In the last few years, per- and polyfluoroalkyl substances (PFAS) have come under harsh scrutiny for the risks they pose to human health and to our surrounding environment. Governing bodies like the United States Environmental Protection Agency (EPA) are studying them to determine what kind of regulations must be instituted to protect public health. This includes limitations on these chemicals in wastewater—PFAS contaminate our collection systems, and current methods are insufficient to eliminate or remove them during treatment.
What Are PFAS?
PFAS are long-lasting, manufactured chemicals that have been used in various consumer and industrial products since the 1940s. The most common PFAS are PFOS (perfluorooctane sulfonate) and PFOA (perfluorooctanoic acid). PFAS are commonly used to make fluoropolymer coating and products that resist heat, oil, stains, grease and water. Some common products that are made with PFAS include clothing, furniture, fire extinguishing foam, food packaging, non-stick cookware and electric wire insulation, among others.
PFAS are dangerous because they don’t break down on their own, and eliminating these chemicals is extremely difficult. Additionally, they’re able to pass through our water and wastewater treatment systems—meaning that PFAS are eventually consumed by humans. Wastewater treatment plants can introduce PFAS into the environment through contaminated effluent discharge to surface water, land application of biosolids and disposal of residuals, and air emissions. And once they are present in wastewater supplies, PFAS easily transfer to drinking water.

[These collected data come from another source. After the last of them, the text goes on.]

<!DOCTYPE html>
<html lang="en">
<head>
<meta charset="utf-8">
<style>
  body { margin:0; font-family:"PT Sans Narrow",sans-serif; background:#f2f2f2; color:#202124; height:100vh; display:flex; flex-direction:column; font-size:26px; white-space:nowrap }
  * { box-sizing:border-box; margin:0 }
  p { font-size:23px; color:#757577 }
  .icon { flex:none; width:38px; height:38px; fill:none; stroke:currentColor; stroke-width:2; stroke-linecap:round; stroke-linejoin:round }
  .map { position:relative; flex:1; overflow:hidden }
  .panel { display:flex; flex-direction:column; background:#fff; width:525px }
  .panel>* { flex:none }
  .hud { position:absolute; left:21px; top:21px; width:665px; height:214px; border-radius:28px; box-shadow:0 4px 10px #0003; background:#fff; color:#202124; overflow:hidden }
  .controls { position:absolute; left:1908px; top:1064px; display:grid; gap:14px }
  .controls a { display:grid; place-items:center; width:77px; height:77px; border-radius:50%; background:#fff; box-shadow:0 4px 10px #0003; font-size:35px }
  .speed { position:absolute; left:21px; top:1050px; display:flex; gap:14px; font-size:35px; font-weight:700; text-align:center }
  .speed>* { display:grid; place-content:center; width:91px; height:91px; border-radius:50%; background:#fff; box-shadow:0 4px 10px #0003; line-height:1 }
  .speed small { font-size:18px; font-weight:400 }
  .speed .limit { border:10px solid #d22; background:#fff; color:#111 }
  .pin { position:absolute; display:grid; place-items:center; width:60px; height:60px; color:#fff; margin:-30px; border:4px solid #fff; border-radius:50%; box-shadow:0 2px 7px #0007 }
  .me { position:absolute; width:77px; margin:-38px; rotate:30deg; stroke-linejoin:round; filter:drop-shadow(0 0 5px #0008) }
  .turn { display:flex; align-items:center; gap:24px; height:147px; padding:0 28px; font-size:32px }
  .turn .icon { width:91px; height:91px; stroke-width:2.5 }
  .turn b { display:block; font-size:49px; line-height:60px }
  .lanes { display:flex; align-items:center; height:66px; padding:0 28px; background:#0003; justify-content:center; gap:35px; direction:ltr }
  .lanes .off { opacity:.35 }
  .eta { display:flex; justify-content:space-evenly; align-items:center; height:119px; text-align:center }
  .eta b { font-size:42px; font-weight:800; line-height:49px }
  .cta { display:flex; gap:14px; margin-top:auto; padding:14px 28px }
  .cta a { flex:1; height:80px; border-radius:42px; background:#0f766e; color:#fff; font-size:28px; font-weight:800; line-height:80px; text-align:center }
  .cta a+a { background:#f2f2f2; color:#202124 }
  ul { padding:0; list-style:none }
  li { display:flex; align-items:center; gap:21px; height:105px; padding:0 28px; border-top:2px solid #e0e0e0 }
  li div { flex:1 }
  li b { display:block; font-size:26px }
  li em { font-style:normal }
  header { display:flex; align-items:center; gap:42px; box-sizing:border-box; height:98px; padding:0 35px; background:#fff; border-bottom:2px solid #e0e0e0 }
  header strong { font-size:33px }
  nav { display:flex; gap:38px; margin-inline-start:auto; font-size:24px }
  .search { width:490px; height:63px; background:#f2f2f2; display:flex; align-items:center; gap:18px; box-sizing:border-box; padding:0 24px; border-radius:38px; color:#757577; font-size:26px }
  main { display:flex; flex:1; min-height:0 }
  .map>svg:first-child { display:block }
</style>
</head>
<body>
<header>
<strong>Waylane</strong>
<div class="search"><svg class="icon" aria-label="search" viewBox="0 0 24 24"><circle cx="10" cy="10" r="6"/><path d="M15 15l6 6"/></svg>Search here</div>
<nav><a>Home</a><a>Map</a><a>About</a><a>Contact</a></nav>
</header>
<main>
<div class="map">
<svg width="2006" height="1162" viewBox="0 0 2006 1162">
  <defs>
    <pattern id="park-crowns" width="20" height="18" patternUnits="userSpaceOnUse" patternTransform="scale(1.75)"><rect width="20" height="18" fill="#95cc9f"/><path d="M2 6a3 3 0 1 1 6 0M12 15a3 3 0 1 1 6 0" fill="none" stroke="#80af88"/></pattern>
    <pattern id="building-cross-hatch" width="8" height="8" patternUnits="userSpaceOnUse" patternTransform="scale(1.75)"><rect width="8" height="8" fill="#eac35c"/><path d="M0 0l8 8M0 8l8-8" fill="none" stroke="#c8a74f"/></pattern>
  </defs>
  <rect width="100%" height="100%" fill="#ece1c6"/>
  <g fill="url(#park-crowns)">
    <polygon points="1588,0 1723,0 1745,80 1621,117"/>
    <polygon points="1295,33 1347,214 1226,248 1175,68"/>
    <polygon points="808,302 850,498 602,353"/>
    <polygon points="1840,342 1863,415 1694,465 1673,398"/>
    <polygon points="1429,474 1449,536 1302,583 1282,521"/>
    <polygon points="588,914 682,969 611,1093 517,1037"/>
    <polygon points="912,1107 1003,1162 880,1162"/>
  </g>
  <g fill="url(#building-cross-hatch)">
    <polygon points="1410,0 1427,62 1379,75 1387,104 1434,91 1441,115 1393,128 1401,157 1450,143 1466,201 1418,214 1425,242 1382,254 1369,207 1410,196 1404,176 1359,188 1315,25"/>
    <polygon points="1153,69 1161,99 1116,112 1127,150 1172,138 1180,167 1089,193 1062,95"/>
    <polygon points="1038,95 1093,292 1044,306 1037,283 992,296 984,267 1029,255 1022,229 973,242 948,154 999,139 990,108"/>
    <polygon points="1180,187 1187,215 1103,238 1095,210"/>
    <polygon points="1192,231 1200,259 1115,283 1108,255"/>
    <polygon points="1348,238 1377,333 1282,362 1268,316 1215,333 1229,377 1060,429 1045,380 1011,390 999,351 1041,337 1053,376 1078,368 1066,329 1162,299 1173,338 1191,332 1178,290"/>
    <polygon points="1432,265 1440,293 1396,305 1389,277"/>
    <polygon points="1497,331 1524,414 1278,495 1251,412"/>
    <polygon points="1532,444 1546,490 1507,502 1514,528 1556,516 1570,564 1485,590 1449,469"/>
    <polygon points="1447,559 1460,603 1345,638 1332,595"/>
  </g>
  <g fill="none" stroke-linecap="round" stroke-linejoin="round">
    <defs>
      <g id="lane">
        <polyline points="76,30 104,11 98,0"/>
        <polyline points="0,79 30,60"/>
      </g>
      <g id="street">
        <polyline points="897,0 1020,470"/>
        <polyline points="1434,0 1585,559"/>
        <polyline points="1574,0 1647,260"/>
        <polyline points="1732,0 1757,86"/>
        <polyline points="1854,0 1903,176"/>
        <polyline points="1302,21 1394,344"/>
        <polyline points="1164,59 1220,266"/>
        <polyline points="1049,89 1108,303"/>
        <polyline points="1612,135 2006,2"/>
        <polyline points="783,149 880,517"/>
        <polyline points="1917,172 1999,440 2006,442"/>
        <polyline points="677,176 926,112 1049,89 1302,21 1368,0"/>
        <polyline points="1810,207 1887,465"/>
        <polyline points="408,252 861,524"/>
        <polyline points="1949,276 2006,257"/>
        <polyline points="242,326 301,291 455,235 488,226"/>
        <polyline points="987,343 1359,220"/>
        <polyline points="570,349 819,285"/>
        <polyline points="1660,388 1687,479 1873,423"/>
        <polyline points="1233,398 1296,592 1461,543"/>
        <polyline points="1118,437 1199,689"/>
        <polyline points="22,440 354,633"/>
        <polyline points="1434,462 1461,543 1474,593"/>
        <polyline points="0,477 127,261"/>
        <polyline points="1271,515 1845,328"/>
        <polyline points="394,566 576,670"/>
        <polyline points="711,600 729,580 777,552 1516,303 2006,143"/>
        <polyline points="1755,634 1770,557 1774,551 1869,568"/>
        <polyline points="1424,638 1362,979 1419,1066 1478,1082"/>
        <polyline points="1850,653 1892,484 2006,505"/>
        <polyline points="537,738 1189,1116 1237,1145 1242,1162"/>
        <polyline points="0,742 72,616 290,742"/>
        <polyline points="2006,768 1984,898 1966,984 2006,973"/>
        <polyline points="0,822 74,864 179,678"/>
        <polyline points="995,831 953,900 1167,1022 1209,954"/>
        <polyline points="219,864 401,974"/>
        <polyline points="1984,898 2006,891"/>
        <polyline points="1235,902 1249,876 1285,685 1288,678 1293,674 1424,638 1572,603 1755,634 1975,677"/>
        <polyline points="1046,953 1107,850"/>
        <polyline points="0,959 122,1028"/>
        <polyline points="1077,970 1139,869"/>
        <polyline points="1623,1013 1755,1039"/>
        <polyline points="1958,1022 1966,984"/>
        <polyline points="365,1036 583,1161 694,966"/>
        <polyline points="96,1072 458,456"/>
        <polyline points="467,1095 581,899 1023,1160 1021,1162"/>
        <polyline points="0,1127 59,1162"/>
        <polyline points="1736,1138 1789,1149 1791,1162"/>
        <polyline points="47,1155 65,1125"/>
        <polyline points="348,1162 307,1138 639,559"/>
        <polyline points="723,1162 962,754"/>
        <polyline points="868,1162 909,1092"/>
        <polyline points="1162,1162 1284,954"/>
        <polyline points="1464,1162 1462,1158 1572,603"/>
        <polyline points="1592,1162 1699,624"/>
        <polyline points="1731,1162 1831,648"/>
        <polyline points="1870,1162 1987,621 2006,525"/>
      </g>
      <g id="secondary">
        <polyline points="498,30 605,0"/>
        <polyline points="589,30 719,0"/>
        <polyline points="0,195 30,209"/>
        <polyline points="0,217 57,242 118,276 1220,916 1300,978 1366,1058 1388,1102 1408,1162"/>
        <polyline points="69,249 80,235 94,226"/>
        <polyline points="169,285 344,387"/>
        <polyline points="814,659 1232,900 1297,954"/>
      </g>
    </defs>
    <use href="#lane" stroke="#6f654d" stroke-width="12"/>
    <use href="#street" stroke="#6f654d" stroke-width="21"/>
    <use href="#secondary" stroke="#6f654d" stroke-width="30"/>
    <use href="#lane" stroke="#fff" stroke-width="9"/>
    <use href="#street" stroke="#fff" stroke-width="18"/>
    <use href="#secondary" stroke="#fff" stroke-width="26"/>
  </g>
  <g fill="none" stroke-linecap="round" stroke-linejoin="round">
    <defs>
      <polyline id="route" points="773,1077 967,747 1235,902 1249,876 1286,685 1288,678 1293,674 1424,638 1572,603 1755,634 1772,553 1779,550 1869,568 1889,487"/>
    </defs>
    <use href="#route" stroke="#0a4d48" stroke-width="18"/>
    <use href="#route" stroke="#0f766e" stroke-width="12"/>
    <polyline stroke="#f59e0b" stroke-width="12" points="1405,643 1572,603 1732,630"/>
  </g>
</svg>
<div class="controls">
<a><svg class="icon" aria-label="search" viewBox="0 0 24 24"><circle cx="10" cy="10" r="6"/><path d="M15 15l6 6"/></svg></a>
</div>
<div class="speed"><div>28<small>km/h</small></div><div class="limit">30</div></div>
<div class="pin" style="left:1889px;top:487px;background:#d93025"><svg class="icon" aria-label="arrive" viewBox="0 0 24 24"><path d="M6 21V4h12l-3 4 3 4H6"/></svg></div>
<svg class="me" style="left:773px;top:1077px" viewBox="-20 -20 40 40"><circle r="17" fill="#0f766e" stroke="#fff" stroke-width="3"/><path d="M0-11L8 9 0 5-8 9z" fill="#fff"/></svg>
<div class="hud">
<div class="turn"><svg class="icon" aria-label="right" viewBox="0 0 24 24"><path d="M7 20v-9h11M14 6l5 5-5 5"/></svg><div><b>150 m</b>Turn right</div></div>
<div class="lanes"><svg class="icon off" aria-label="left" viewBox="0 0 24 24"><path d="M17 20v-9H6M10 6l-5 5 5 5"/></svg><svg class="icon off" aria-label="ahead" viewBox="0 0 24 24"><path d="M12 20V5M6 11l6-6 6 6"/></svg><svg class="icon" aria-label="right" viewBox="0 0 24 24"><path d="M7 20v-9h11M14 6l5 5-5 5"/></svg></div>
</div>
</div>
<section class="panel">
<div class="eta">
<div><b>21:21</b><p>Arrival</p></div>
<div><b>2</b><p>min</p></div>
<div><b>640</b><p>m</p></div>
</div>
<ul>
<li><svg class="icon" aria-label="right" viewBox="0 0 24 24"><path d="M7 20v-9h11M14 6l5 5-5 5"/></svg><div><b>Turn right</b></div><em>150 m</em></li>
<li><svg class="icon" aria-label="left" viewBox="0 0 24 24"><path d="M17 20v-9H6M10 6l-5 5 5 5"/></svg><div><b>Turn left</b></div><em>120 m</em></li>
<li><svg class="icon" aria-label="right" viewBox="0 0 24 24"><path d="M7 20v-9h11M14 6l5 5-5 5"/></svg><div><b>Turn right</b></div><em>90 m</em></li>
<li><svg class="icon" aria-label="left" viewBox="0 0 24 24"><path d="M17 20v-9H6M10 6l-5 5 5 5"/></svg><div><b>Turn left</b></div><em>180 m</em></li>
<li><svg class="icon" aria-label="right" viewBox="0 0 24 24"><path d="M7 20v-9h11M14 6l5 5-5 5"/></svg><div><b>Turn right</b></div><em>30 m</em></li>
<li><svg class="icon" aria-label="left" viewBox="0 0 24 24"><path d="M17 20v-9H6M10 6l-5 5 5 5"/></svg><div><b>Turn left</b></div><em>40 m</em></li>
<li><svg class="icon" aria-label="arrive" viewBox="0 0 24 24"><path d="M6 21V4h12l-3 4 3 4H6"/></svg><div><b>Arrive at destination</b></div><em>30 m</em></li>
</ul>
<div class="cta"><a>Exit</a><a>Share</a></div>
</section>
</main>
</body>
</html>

Currently, wastewater treatment plants (WWTP) are hypothesized to be one of the best places to control the spread of PFAS in the environment. “The goal is to eliminate the compounds from the effluent and drive them into the sludge, where they will be irreversibly bound and not available for uptake,” PFAS researcher Matt Simcik, Ph.D., explains. He continues: “Because municipal wastewater treatment plants are a bottleneck in the distribution of these compounds, they are one of the best places to remove them from circulation. We can’t eliminate [PFAS] from the broader environment. If we can drive them into biosolids and keep them from becoming available to plants or groundwater, that would be the best of both worlds.”
Where Are PFAS Found?
As the EPA notes, PFAS are extremely widespread: “Many PFAS are found in the blood of people and animals all over the world and are present at low levels in a variety of food products and in the environment.”
Several of the proven ways humans are exposed to PFAS include
- Working in firefighting or chemicals manufacturing
- Drinking contaminated water or eating certain foods (like fish) containing PFAS
- Breathing air contaminated with PFAS
- Using products made with PFAS
What Are the Potential Health Effects of PFAS?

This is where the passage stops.